I ask this question because there are institutions that pay authors an honorarium to add the institution as an additional affiliation when the authors publish, even when those authors do not have any kind of contract or appointment with the institution, nor do research or teach there. This is clearly a way to game the system and increase the number of publications accounted to that institution. This is evidently not ethical, but I do not know if there are any stated policies or regulations on this practice. The end result is that a university that does do not provide funding or resources for research will have the same number of publications as the university that does conduct and foster research.
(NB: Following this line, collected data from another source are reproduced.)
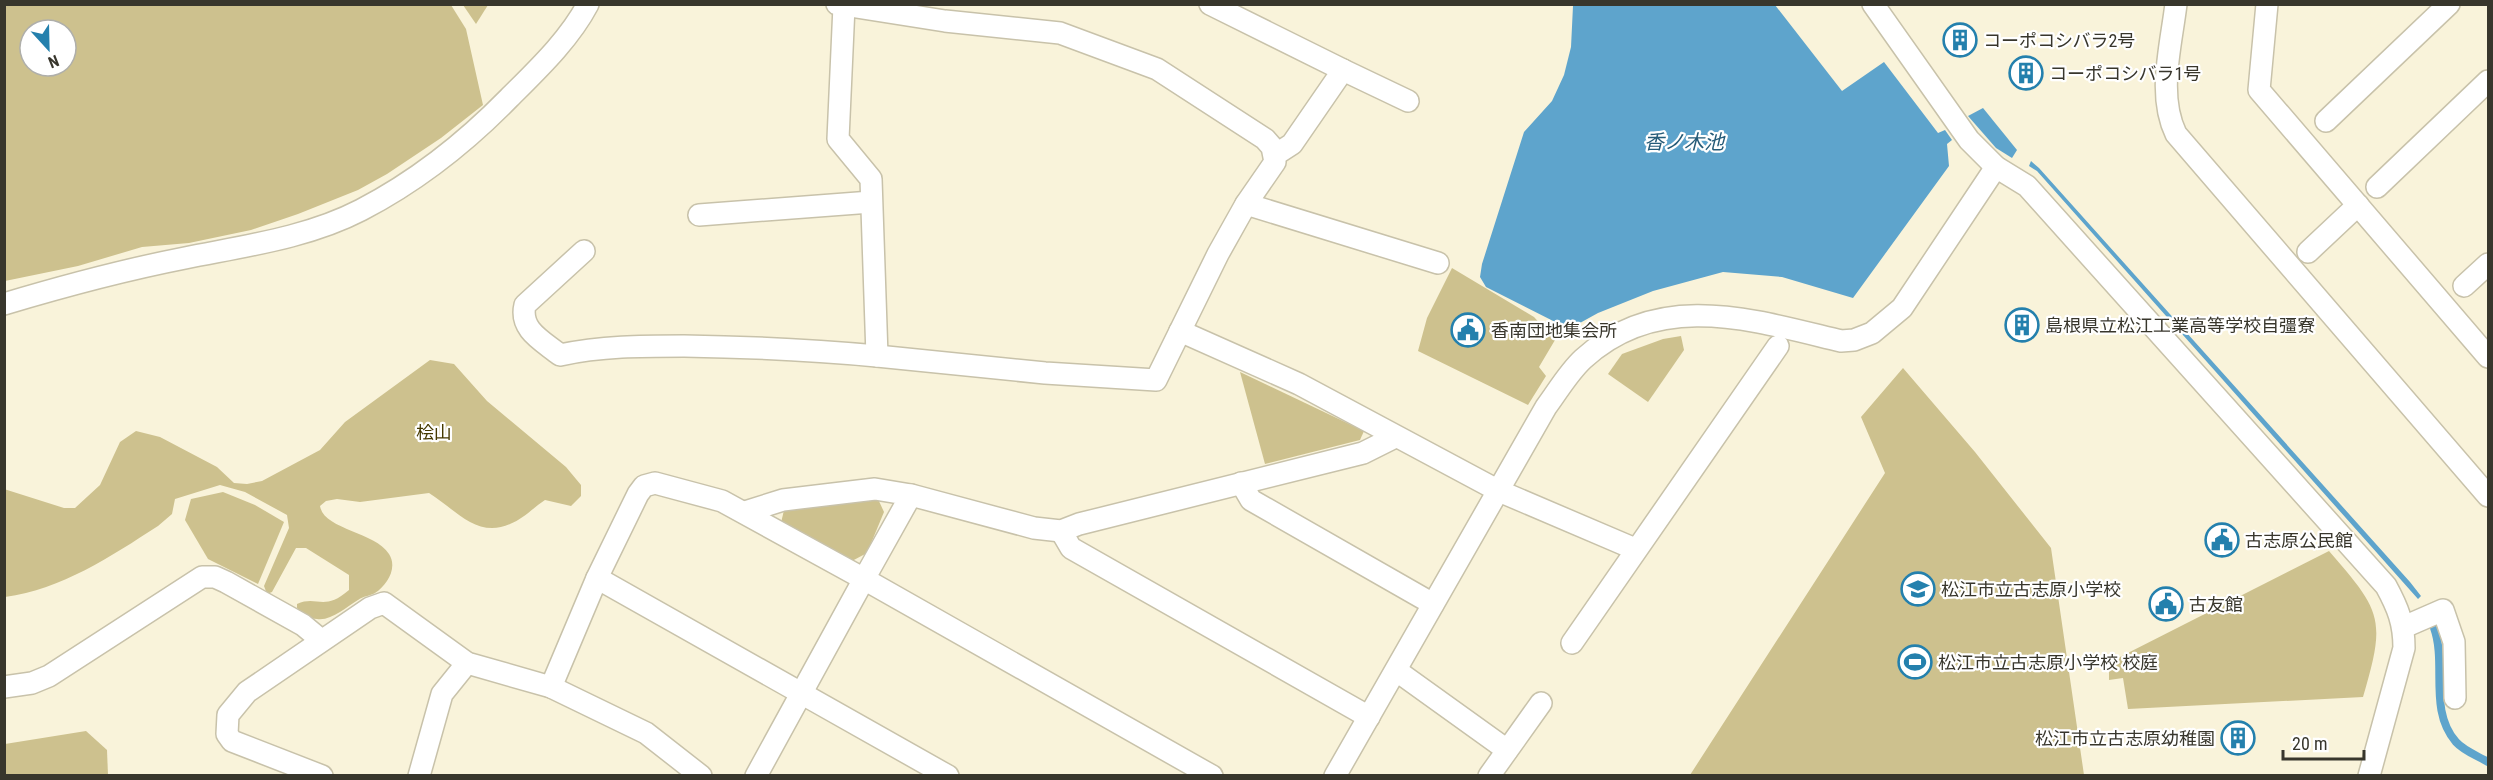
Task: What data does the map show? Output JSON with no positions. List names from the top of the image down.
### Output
{
  "water": ["香ノ木池"],
  "parks": ["桧山"],
  "places": {
    "building": [
      "コーポコシバラ2号",
      "コーポコシバラ1号",
      "島根県立松江工業高等学校自彊寮",
      "松江市立古志原幼稚園"
    ],
    "public building": ["香南団地集会所", "古志原公民館", "古友館"],
    "school or university": ["松江市立古志原小学校"],
    "sports": ["松江市立古志原小学校 校庭"]
  },
  "scale_bar": "20 m",
  "north": "bottom"
}
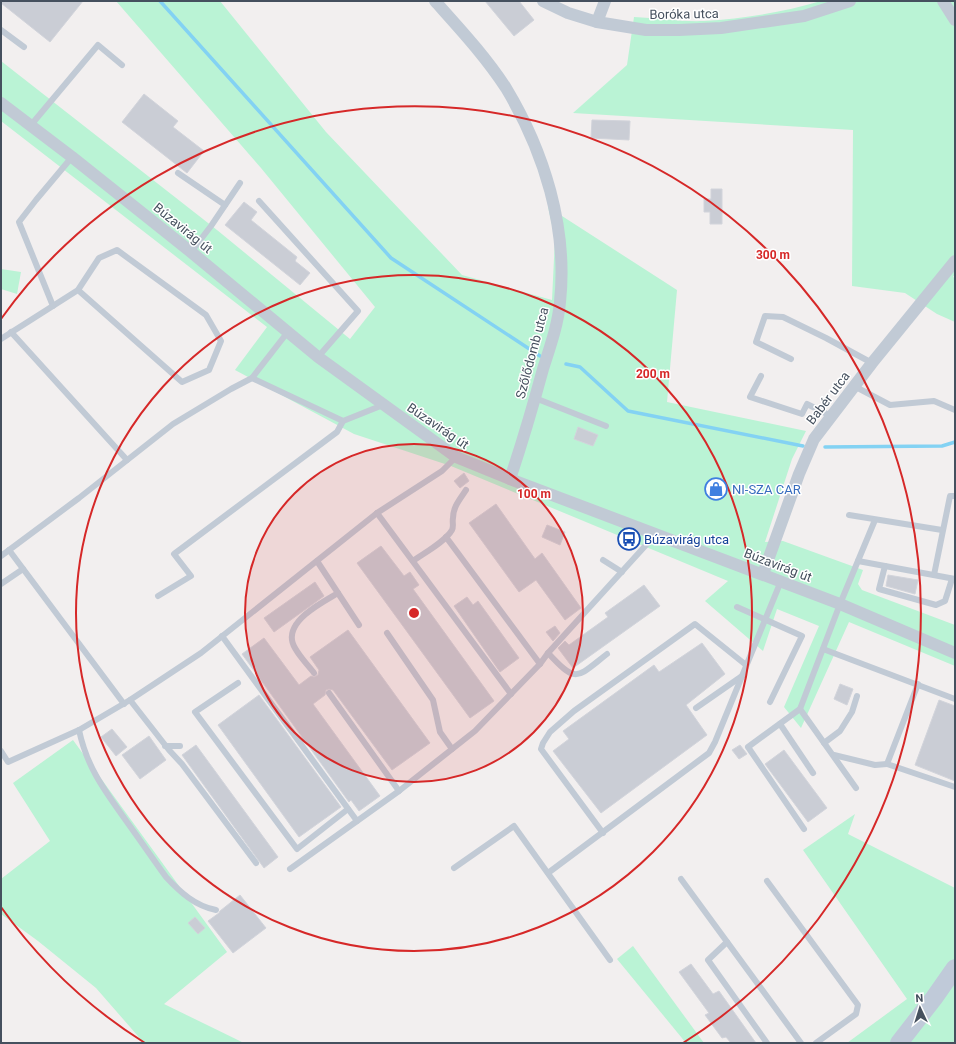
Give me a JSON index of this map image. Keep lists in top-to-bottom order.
{
  "streets": {
    "street": [
      "Boróka utca",
      "Búzavirág út",
      "Szőlődomb utca",
      "Babér utca"
    ]
  },
  "crossings": [
    ["Búzavirág út", "Szőlődomb utca"],
    ["Búzavirág út", "Babér utca"]
  ],
  "places": {
    "shop": ["NI-SZA CAR"],
    "bus stop": ["Búzavirág utca"]
  },
  "north": "top",
  "rings": ["300 m", "200 m", "100 m"]
}
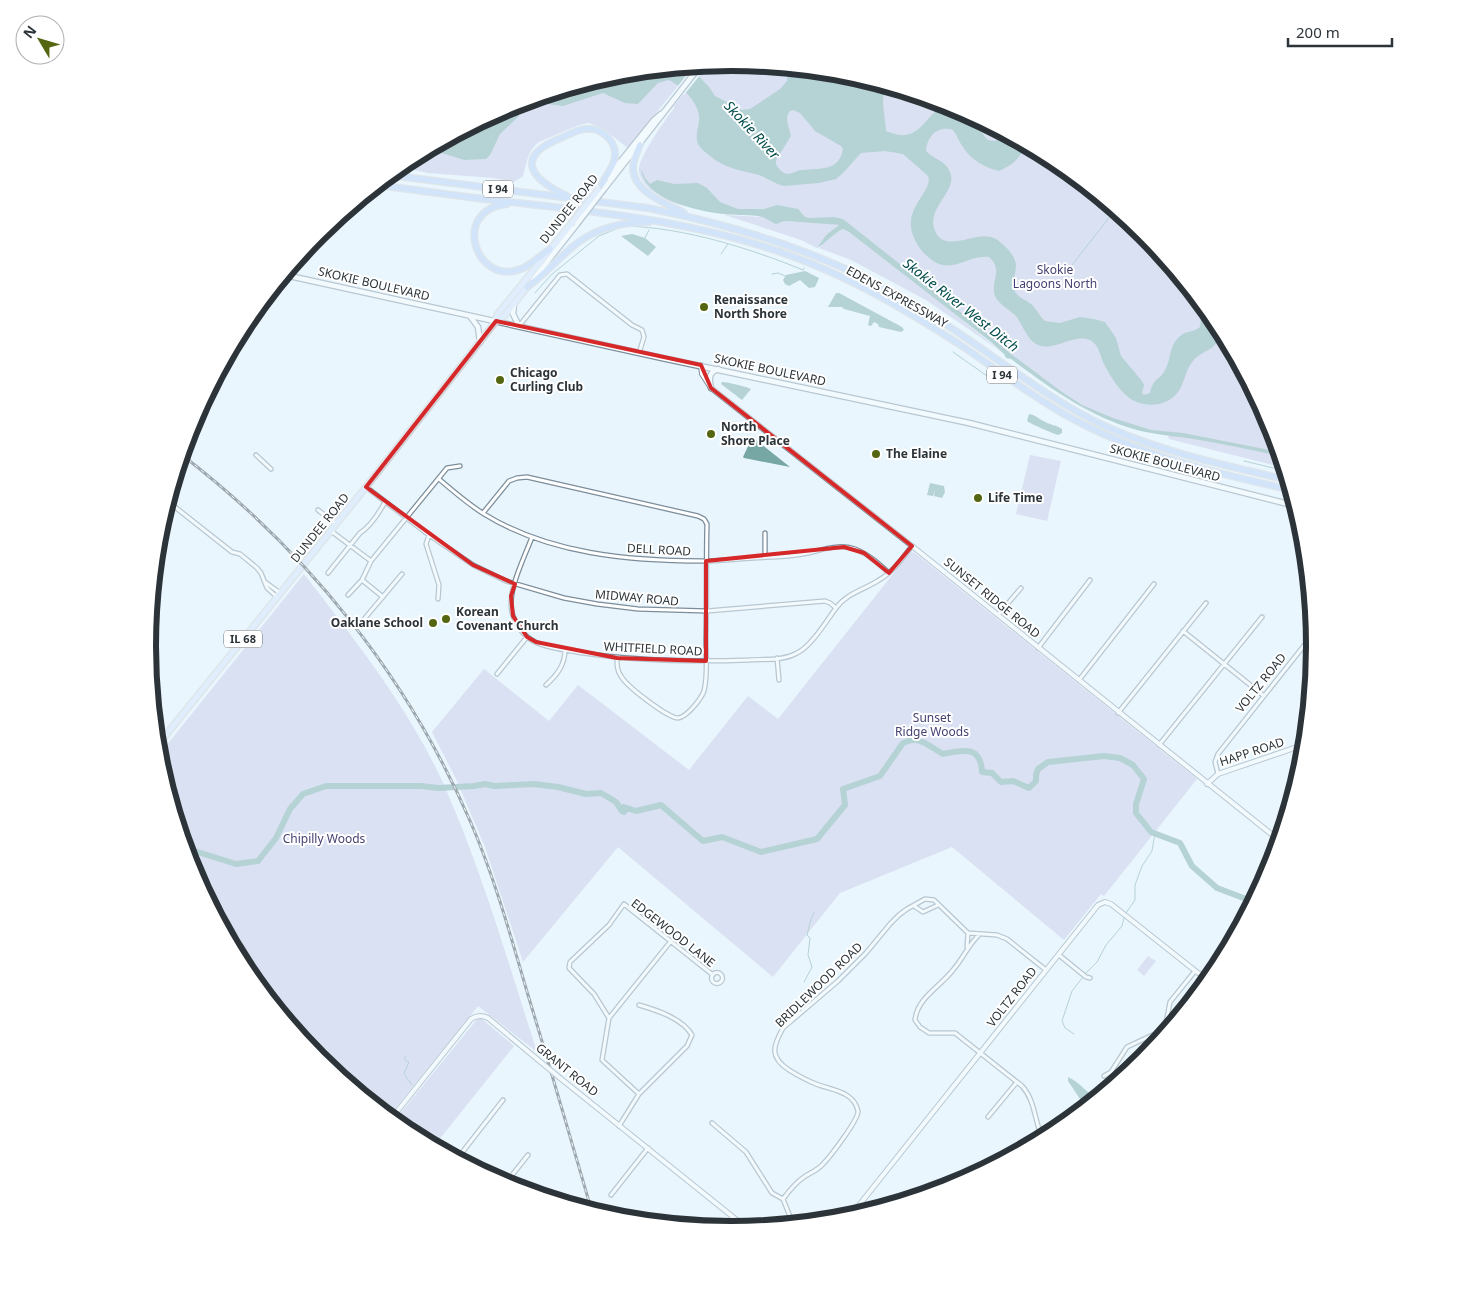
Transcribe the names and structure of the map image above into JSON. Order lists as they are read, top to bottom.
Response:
{
  "streets": {
    "highway": ["I 94", "EDENS EXPRESSWAY"],
    "main road": ["DUNDEE ROAD", "SKOKIE BOULEVARD", "IL 68"],
    "street": [
      "DELL ROAD",
      "MIDWAY ROAD",
      "SUNSET RIDGE ROAD",
      "WHITFIELD ROAD",
      "VOLTZ ROAD",
      "HAPP ROAD",
      "EDGEWOOD LANE",
      "BRIDLEWOOD ROAD",
      "GRANT ROAD"
    ]
  },
  "crossings": [
    ["I 94", "EDENS EXPRESSWAY"],
    ["DUNDEE ROAD", "SKOKIE BOULEVARD"],
    ["DUNDEE ROAD", "MIDWAY ROAD"],
    ["SKOKIE BOULEVARD", "SUNSET RIDGE ROAD"],
    ["MIDWAY ROAD", "WHITFIELD ROAD"],
    ["SUNSET RIDGE ROAD", "HAPP ROAD"],
    ["VOLTZ ROAD", "HAPP ROAD"]
  ],
  "water": ["Skokie River", "Skokie River West Ditch"],
  "parks": ["Skokie Lagoons North", "Sunset Ridge Woods", "Chipilly Woods"],
  "places": [
    "Renaissance North Shore",
    "Chicago Curling Club",
    "North Shore Place",
    "The Elaine",
    "Life Time",
    "Korean Covenant Church",
    "Oaklane School"
  ],
  "scale_bar": "200 m",
  "north": "top left"
}
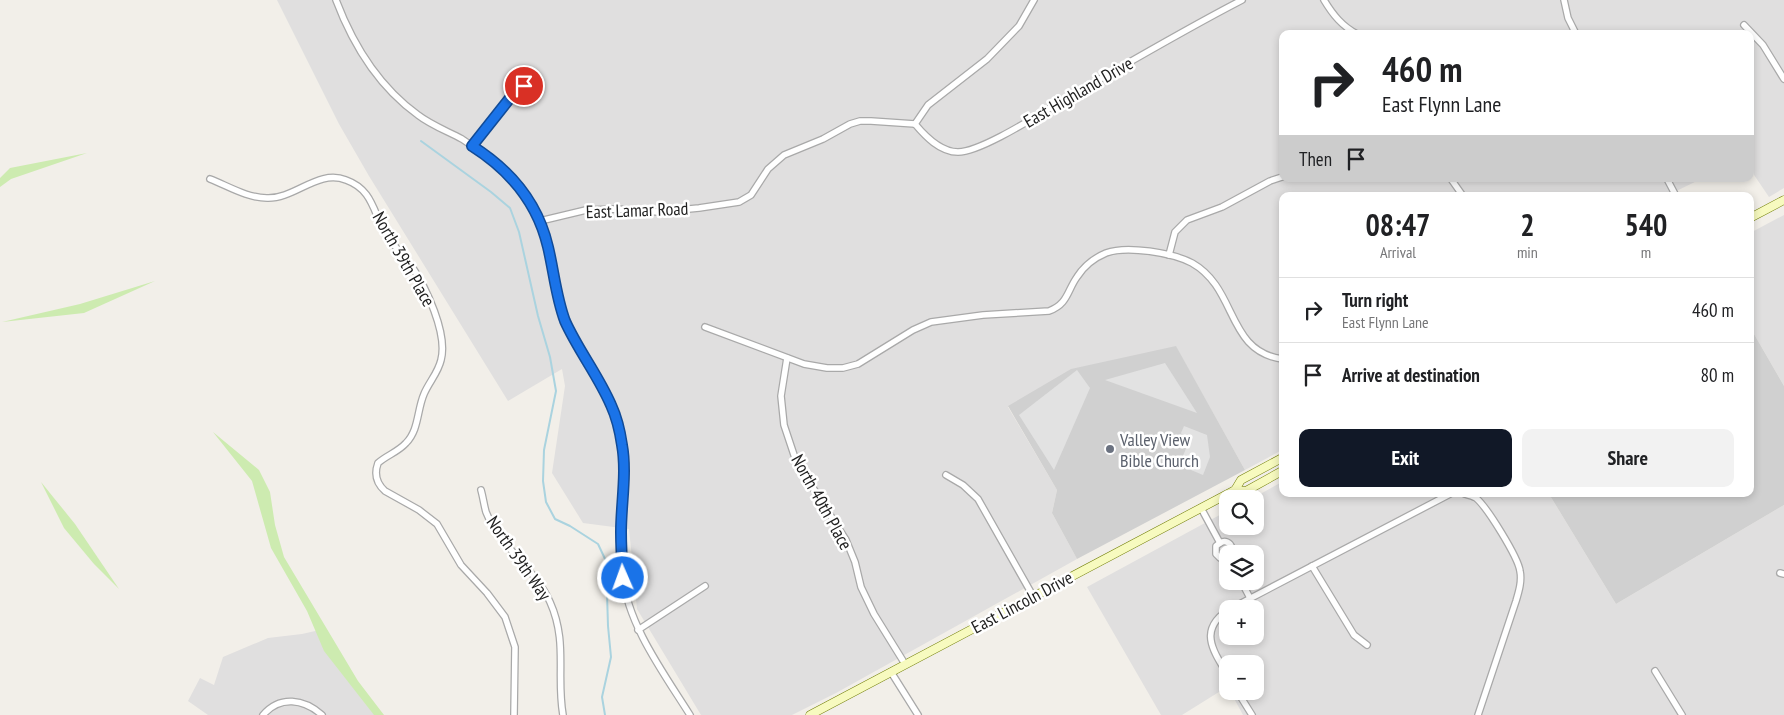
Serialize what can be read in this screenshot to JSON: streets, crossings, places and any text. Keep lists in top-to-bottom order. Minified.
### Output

This is pretty old, but I will provide an answer to an increasingly relevant question. Affiliation is understood to be where the major part of the work was done. If this is not the author's current primary employment, then those details should be included in the contact details and/or acknowledgements. Any paid affiliation is unethical. Surprisingly, I did not find any reference to this "creative affiliation" in the COPE standards https://publicationethics.org/.

Many publishers include a statement about what to do if affiliation changes during the publication process - i.e. how to credit the institution where the work was begun and the institution where the publication was finalized. For example "Present/permanent address. If an author has moved since the work described in the article was done, or was visiting at the time, a 'Present address' (or 'Permanent address') may be indicated as a footnote to that author's name. The address at which the author actually did the work must be retained as the main, affiliation address." from Elsevier Guidelines for Authors (https://www.elsevier.com/journals/journal-of-archaeological-science/0305-4403/guide-for-authors, but they all include this). It seems that what the OP describes is so unethical that no one has addressed it explicitly (yet).


Don't be afraid to be an independent researcher. No affiliation may be fine if you are not truly concerned about who gets to "own" your research. I have seen papers where the person does not have an affiliation.


As far as experience goes, an author's institutional affiliation matches the location of their name on a payroll, regardless of their publishing.

In other words:

  • on the payroll of University of 123 = institutional affiliation is 'University of 123'
  • on the payroll of no research institution = 'independent scholar'

Any other arrangement may be characterized as 'creative affiliation'(along the lines of creative accounting).